Elevation data for Points of Interest is stored in HeightInfo:

from timeatlas import HeightInfo

height = HeightInfo(
    terrain=35.0,    # Terrain height in meters
    building=20.0    # Building height in meters
)

This information is typically sourced from Maptiler’s database and used for 3D visualization.

Working with the Data Model

Type Aliases

The module defines several type aliases for improved code readability:

UUID - String representation of a Universal Unique Identifier
GeometryType - Union of Shapely geometry types (Point, LineString, Polygon, Multi*)
ObsReference - Observation object or UUID string
HRReference - HistoricalRecord object or UUID string
DatasetReference - Dataset object or UUID string
POIReference - PointOfInterest object or UUID string
GeometryReference - Geometry object or UUID string
AreaReference - Area object or UUID string
LayerReference - Layer object or UUID string
MapReference - Map object or UUID string

Serialization

All RDE entities can be serialized to/from dictionaries for JSON interchange:

from timeatlas import HistoricalRecord

# Create an HR
hr = HistoricalRecord(...)

# Convert to dictionary (suitable for JSON)
hr_dict = hr.to_dict()

# Construct from dictionary/JSON
hr_loaded = HistoricalRecord.constructor_from_json_obj(hr_dict)

# For HRs, you can flatten metadata into top-level fields
hr_dict_flat = hr.to_dict(flatten_metadata=True)

Creating from DataFrames

Historical Records can be created directly from pandas DataFrame rows:

import pandas as pd
from timeatlas import HistoricalRecord

# Load data
df = pd.read_csv('census_data.csv')

# Create HRs from rows
hrs = []
for _, row in df.iterrows():
    hr = HistoricalRecord.constructor_from_dataframe_row(row)
    hrs.append(hr)

Metadata columns not used by core attributes are automatically extracted into the metadata dictionary.

Summary

The Time Atlas data model provides a flexible yet structured way to represent historical geospatial data.

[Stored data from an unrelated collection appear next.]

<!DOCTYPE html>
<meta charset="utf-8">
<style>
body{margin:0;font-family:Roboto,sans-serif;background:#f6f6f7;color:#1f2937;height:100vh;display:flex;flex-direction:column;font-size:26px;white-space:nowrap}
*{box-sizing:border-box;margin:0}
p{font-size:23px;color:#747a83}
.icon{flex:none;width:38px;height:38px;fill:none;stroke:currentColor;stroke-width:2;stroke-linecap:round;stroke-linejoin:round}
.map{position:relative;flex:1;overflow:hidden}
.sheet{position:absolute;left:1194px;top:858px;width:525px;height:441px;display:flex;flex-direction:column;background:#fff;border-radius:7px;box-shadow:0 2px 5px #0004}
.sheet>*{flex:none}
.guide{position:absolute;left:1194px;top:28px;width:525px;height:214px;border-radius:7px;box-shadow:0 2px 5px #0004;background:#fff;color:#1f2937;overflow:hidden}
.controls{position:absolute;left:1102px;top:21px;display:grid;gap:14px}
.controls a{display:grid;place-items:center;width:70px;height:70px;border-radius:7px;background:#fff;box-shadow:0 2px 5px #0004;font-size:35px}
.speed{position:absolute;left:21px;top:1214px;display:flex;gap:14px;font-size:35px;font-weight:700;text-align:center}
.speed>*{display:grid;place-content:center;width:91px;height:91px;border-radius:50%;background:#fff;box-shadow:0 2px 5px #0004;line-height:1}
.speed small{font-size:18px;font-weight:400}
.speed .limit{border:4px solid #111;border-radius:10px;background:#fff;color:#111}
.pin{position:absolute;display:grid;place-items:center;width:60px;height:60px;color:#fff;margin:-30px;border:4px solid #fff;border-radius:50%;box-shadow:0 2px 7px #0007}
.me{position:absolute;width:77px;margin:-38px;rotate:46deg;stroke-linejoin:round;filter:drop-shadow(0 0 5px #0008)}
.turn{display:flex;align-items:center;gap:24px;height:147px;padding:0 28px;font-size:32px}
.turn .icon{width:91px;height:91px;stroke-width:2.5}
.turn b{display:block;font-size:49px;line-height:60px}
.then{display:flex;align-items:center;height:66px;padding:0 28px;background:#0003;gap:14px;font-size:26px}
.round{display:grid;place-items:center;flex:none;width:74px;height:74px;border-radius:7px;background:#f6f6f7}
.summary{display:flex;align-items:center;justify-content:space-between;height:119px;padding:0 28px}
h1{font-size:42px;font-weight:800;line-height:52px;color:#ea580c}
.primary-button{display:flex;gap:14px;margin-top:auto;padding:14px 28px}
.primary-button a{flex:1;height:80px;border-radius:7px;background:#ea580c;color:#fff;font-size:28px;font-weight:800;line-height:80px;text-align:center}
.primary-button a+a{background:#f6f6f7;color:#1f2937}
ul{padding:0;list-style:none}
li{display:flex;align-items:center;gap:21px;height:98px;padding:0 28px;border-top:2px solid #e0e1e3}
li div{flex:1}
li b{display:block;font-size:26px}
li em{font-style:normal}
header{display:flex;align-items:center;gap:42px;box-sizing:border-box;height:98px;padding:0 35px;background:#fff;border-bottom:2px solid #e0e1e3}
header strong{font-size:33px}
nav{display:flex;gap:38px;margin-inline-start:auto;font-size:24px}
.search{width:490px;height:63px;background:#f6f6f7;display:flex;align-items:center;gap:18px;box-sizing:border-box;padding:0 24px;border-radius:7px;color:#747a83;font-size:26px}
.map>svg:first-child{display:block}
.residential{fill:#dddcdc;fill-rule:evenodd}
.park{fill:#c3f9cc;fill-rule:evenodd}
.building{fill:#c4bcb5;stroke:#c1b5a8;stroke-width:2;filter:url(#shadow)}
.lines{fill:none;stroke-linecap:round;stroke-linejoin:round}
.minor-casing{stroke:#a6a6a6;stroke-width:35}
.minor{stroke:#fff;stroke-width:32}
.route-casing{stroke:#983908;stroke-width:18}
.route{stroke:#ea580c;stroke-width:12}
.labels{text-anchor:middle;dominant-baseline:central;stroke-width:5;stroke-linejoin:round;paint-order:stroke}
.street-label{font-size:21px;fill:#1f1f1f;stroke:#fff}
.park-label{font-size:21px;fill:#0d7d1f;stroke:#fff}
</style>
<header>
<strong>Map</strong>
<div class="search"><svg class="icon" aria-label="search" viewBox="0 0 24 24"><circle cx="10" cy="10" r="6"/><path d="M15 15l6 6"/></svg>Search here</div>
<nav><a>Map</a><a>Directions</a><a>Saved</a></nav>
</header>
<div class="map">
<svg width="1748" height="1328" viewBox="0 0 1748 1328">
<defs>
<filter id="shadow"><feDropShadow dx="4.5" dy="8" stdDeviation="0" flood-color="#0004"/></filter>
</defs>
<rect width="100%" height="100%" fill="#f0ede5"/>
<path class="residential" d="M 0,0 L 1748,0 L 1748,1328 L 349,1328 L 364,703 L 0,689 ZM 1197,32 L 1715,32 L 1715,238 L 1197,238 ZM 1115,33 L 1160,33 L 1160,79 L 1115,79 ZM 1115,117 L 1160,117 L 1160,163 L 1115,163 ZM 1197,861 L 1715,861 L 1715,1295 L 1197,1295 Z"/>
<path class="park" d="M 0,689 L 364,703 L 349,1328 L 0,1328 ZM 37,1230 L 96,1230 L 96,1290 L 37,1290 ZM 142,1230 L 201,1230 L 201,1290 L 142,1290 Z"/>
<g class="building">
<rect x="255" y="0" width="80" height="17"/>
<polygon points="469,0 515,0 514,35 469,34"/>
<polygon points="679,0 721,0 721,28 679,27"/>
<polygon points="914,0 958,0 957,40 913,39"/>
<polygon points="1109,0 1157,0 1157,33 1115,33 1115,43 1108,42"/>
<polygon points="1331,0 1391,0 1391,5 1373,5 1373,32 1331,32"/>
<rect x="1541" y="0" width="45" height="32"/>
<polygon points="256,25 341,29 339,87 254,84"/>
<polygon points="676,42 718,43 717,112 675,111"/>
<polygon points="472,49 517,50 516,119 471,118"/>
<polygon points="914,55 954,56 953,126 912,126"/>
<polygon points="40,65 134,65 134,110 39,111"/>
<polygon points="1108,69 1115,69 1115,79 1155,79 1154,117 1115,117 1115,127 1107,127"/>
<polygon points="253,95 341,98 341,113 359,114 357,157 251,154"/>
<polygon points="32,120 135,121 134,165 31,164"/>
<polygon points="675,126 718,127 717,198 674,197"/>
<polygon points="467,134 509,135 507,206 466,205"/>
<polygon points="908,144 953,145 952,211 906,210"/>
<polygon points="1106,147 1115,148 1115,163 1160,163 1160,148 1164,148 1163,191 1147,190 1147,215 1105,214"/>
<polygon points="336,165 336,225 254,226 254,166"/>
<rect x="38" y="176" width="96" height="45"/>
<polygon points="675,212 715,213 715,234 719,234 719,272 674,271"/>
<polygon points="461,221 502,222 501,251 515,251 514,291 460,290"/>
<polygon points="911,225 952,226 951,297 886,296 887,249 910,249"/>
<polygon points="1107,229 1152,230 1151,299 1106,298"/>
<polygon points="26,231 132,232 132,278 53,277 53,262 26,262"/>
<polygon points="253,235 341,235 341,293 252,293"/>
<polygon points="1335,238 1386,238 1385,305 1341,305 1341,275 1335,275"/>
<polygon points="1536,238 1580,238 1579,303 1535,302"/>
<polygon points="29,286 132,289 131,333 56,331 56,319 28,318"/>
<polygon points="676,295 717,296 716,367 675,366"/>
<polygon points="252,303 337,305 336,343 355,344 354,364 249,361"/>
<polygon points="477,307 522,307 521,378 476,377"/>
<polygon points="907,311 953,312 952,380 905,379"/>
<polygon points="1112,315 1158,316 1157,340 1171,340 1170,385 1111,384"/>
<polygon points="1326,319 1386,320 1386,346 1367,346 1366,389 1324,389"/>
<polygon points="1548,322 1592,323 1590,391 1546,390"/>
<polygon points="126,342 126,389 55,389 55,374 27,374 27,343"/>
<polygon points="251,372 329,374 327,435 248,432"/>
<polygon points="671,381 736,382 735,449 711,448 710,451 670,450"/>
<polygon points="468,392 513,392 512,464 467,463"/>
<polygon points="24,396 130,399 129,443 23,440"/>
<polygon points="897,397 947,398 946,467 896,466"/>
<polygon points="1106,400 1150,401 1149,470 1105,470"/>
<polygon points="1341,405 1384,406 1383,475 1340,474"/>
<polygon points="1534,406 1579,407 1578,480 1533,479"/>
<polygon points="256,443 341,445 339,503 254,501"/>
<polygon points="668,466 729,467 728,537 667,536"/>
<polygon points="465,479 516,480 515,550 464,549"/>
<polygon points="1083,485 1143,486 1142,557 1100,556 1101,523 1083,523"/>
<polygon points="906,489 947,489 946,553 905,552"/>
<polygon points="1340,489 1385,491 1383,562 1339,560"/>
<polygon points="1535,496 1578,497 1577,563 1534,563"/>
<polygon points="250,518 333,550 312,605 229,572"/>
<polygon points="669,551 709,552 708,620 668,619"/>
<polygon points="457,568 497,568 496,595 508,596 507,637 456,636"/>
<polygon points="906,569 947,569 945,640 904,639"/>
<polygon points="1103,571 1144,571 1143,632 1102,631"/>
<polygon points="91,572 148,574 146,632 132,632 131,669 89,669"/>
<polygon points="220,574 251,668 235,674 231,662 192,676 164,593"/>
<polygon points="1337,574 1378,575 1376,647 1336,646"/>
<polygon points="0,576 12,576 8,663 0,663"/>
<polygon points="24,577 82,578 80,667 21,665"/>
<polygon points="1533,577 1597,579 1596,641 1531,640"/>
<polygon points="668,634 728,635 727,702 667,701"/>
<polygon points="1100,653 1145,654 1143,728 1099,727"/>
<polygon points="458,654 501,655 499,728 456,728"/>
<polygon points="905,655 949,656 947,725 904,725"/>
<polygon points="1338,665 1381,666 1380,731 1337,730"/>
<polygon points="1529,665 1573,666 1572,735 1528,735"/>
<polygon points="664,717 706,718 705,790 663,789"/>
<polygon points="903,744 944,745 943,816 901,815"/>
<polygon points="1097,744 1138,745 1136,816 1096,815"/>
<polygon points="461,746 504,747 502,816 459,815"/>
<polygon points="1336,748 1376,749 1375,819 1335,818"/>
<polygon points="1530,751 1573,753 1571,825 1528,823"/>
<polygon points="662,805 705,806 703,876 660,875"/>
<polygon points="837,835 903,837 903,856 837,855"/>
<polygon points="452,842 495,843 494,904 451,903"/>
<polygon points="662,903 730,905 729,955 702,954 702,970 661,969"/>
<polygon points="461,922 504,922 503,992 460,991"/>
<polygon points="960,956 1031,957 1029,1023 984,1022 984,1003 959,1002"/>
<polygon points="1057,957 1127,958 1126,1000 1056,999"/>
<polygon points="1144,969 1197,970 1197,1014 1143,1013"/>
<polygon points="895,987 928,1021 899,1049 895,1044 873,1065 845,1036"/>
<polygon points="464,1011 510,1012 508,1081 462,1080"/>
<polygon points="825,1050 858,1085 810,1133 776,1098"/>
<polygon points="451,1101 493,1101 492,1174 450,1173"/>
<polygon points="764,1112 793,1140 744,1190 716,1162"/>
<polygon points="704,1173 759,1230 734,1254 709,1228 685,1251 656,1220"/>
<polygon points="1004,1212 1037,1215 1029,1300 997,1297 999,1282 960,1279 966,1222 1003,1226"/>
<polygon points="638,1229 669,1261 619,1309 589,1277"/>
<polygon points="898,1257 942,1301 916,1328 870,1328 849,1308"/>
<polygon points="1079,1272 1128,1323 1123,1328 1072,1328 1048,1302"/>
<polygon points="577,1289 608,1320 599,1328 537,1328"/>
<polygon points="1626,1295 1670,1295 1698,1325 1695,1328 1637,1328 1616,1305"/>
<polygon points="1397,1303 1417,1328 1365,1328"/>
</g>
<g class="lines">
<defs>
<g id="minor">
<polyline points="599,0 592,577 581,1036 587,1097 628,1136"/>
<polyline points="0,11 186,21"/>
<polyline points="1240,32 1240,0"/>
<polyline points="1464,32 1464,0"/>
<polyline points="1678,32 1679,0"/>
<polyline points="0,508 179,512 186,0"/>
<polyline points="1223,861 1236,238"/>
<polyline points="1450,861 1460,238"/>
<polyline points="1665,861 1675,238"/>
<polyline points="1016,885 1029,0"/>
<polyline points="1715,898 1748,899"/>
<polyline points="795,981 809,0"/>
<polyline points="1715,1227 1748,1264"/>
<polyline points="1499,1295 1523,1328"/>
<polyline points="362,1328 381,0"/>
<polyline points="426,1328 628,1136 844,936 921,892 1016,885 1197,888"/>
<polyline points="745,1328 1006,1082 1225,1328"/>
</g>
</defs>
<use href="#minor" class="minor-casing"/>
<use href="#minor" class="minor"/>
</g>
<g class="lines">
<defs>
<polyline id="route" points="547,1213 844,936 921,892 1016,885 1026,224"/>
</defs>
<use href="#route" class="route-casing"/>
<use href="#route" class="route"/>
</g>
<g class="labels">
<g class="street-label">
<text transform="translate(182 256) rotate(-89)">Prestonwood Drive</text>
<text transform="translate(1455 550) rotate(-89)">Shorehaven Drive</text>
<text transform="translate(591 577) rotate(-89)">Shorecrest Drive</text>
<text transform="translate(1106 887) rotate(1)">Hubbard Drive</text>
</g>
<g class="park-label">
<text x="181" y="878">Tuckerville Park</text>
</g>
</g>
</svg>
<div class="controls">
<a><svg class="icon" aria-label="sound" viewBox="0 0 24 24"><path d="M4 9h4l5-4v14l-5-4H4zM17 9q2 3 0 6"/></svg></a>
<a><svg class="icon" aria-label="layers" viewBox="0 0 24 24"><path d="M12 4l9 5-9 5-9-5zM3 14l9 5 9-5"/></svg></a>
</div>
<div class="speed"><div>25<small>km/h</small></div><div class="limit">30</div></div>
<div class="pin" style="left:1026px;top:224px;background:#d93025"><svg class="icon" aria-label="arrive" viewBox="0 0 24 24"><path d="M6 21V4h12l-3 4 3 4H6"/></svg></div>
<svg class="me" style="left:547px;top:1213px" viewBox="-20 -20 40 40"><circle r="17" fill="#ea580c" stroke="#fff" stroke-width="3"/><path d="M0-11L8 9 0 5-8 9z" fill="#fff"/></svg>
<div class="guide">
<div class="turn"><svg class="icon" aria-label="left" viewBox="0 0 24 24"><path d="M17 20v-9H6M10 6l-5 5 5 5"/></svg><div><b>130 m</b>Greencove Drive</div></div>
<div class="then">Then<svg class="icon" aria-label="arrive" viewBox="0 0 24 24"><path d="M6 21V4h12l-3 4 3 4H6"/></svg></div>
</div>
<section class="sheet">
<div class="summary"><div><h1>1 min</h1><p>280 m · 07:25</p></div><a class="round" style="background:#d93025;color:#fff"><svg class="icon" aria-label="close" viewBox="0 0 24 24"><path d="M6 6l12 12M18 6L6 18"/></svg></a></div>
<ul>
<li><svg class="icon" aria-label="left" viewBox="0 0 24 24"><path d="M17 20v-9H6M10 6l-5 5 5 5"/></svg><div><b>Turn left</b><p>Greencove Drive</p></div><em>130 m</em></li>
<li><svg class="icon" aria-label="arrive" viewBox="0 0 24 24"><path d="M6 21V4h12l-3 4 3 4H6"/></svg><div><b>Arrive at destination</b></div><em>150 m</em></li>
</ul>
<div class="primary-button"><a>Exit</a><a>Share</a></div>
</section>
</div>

The eight RDE types work together to create a comprehensive system where:

Historical Records document information from sources
Observations link records to specific locations
Points of Interest aggregate observations at coordinates
Geometries provide detailed spatial boundaries
Datasets organize and configure collections of records
Maps group related geographical layers
Layers provide displayable map content
Areas enable spatial indexing and filtering

Each entity type has well-defined relationships with others, creating a rich interconnected data model that supports complex historical and geographical research while remaining accessible and maintainable.

For complete API documentation of all classes and methods, see the API Reference reference.